Pick out each line with the word "JSON" from the material that follows.

# Data
■ ■ ■ ■ ■
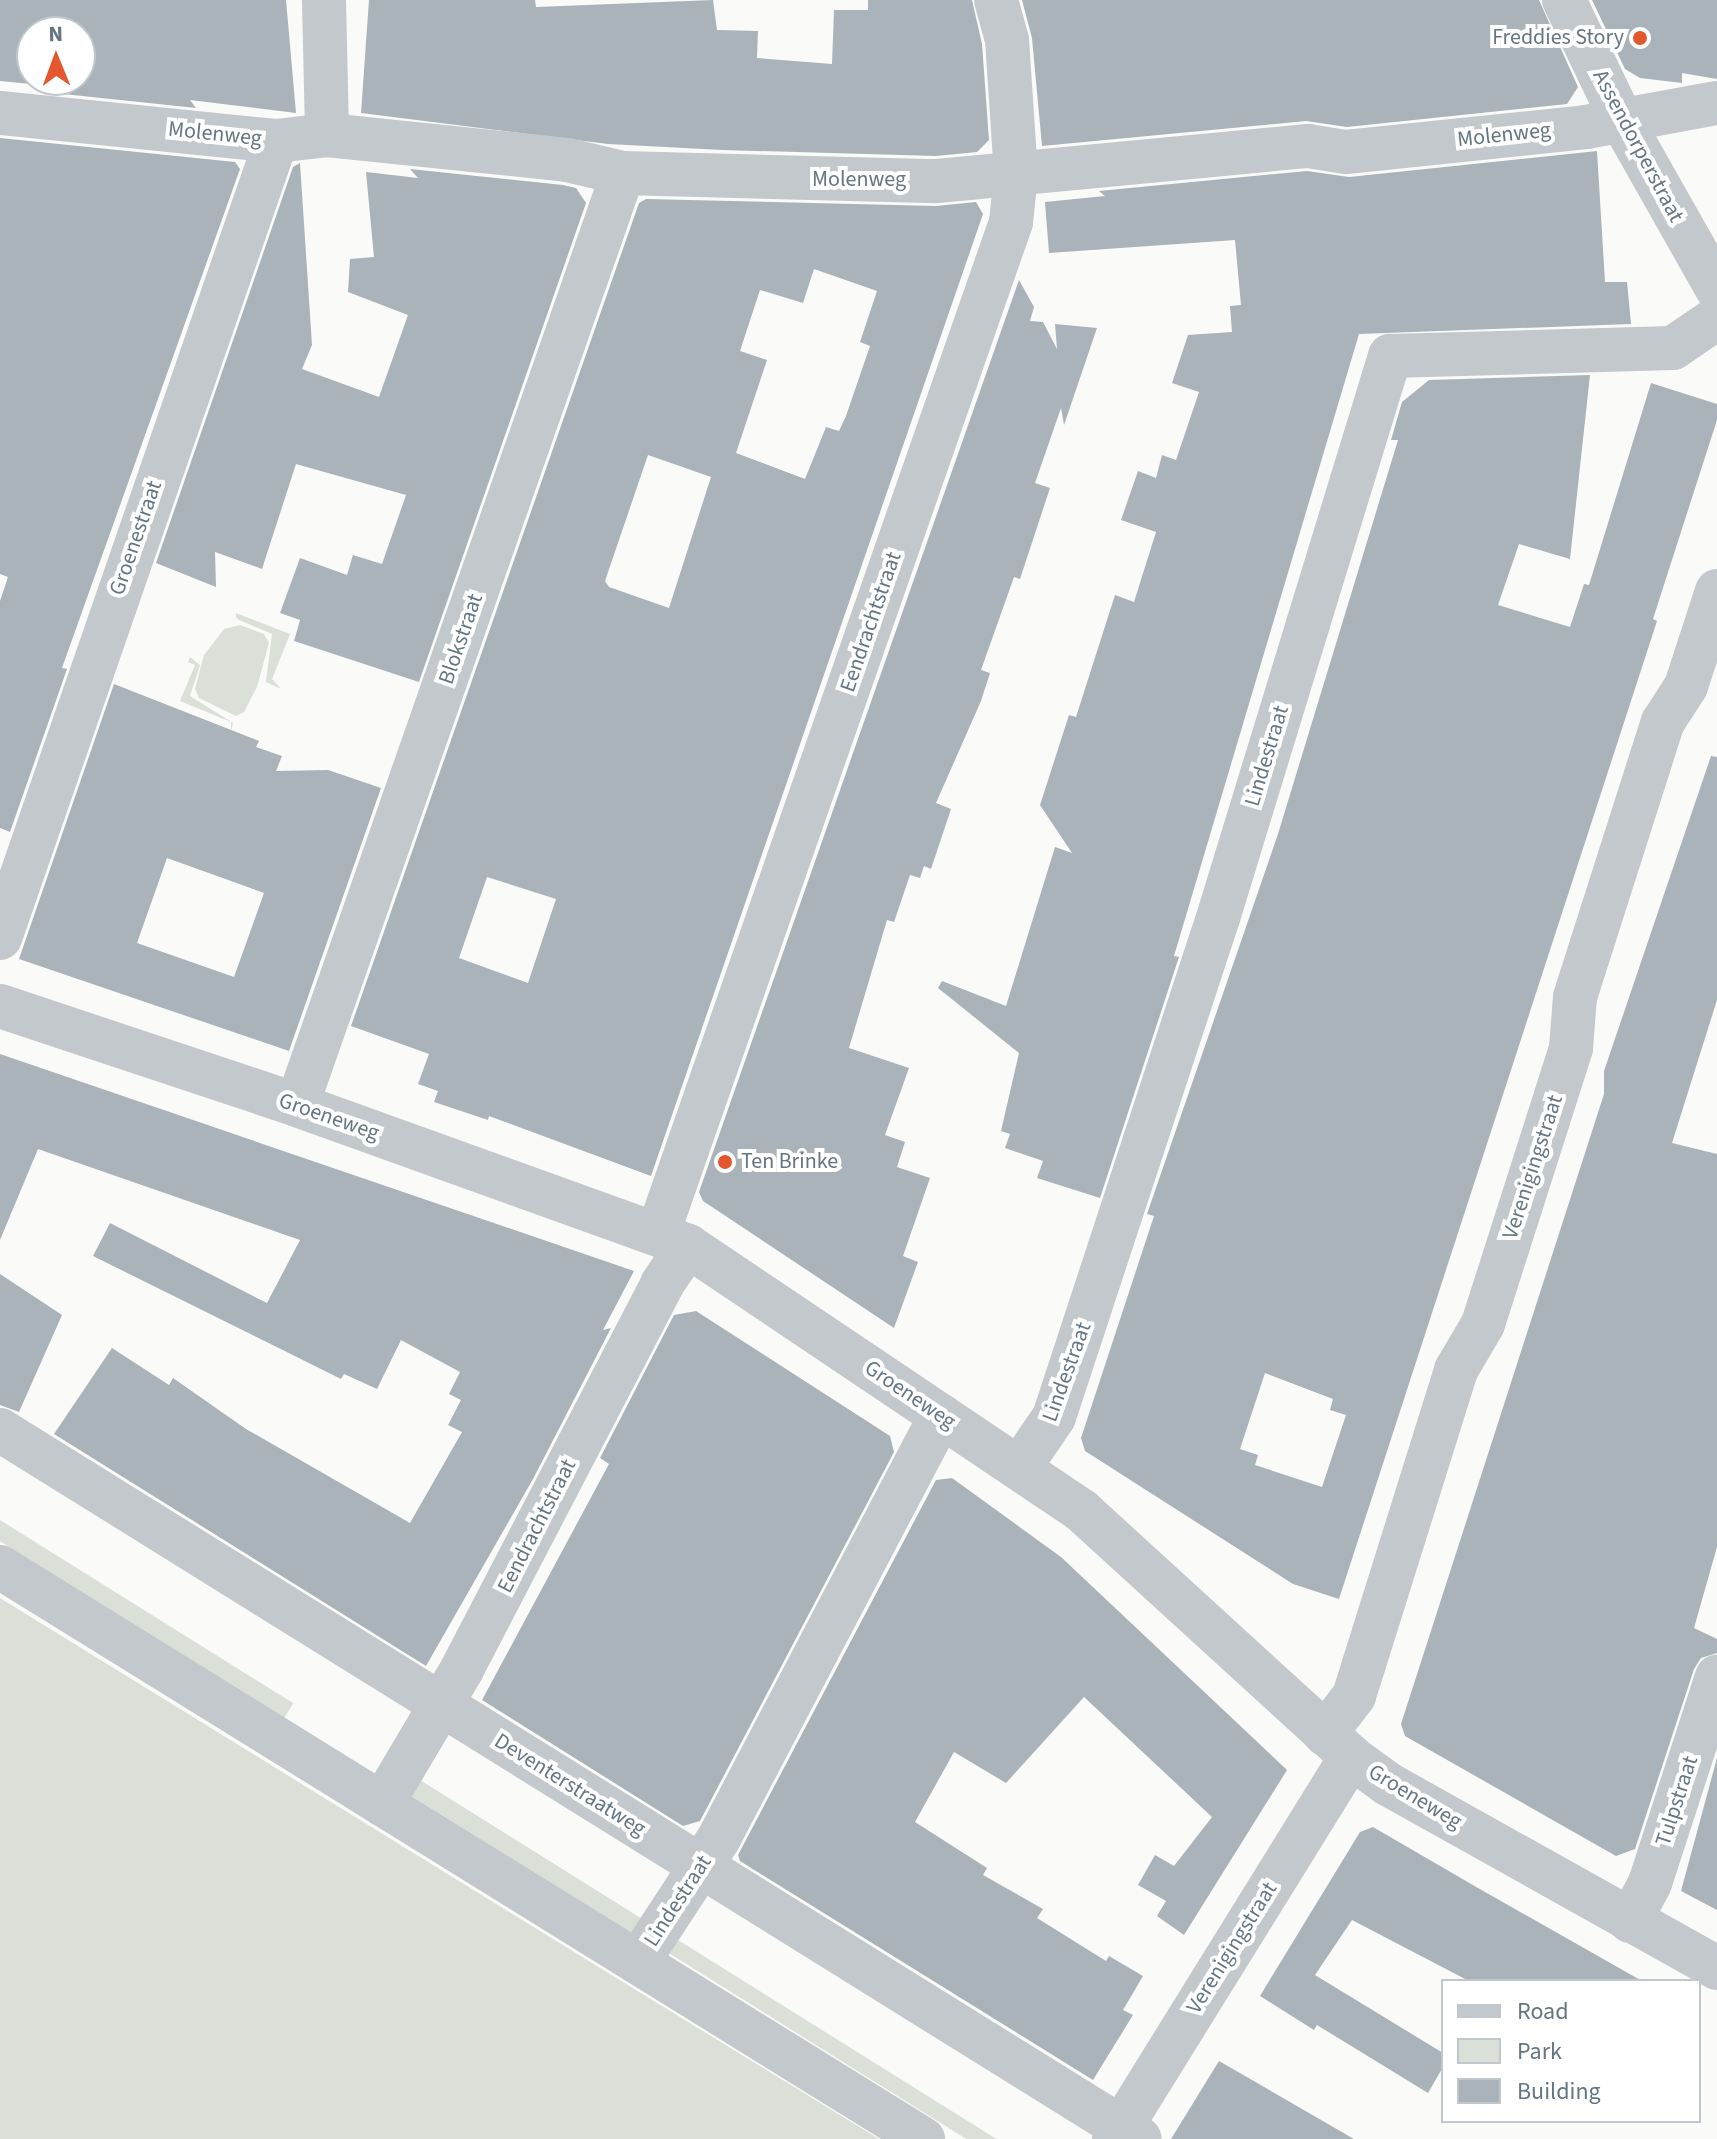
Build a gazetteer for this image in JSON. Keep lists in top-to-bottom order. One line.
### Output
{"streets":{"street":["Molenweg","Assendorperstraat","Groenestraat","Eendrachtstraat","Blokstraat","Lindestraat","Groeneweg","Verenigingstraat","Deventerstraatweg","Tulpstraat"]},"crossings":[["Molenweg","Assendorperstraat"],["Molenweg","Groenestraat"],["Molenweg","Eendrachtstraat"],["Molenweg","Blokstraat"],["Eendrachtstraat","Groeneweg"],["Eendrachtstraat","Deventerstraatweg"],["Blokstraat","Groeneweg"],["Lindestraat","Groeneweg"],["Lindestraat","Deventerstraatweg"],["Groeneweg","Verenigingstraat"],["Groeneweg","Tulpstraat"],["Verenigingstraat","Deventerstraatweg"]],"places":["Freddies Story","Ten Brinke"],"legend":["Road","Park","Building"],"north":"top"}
■ ■ ■ ■ ■
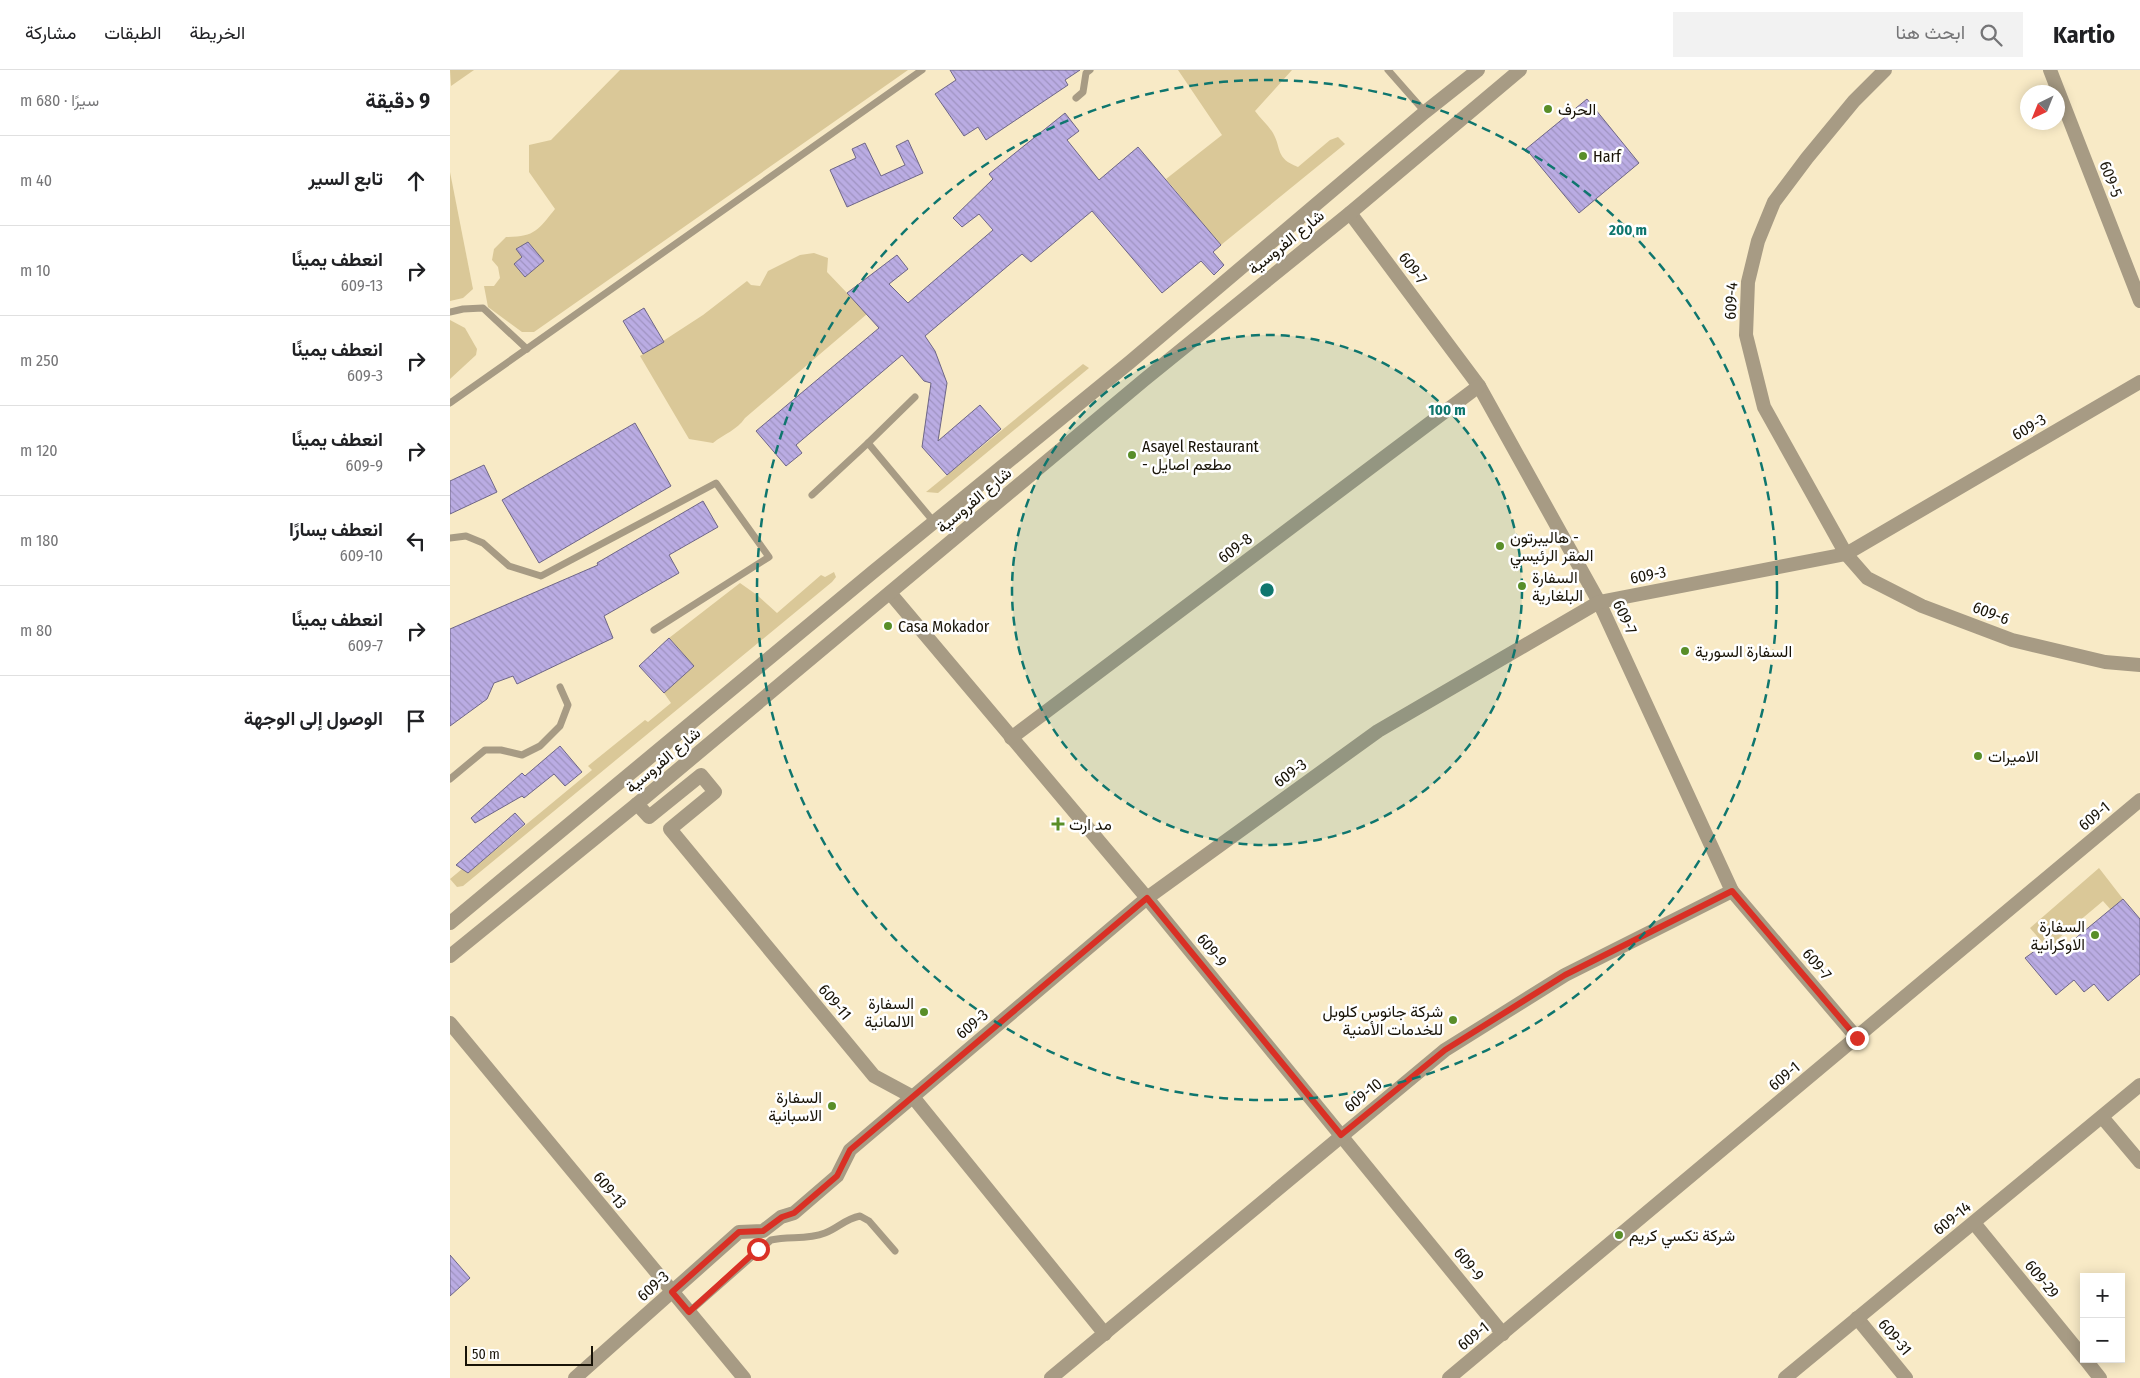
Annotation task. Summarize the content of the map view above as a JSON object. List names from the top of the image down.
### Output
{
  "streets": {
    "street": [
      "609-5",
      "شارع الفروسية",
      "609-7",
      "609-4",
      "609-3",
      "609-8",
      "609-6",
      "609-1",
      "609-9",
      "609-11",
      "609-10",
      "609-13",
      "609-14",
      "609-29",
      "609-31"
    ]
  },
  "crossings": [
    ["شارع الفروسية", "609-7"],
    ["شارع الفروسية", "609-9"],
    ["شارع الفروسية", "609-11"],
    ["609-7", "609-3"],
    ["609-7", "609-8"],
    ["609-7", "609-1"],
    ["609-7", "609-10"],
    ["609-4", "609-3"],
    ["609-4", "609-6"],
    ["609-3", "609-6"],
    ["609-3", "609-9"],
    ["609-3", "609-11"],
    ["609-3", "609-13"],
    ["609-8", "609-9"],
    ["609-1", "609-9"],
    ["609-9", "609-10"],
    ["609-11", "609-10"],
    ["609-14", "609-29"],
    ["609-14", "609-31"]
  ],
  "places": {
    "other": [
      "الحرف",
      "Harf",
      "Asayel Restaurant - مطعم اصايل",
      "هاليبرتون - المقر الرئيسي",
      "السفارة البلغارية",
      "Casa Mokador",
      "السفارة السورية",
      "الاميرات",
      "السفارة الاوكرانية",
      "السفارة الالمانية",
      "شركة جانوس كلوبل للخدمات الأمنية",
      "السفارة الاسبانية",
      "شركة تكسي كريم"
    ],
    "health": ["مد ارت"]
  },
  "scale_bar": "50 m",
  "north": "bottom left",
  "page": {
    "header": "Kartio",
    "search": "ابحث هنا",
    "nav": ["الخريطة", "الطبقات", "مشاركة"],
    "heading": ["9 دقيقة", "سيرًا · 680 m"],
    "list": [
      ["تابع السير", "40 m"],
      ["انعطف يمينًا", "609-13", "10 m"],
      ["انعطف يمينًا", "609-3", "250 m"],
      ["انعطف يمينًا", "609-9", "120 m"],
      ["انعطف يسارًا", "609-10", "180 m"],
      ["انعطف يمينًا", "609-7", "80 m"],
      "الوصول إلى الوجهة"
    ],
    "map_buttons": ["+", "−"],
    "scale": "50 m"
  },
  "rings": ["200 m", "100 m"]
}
■ ■ ■ ■ ■
# Response area
Build a gazetteer for this image in JSON. Keep lists in top-to-bottom order. One line.
Annotation task. Summarize the content of the map view above as a JSON object. List names from the top of the image down.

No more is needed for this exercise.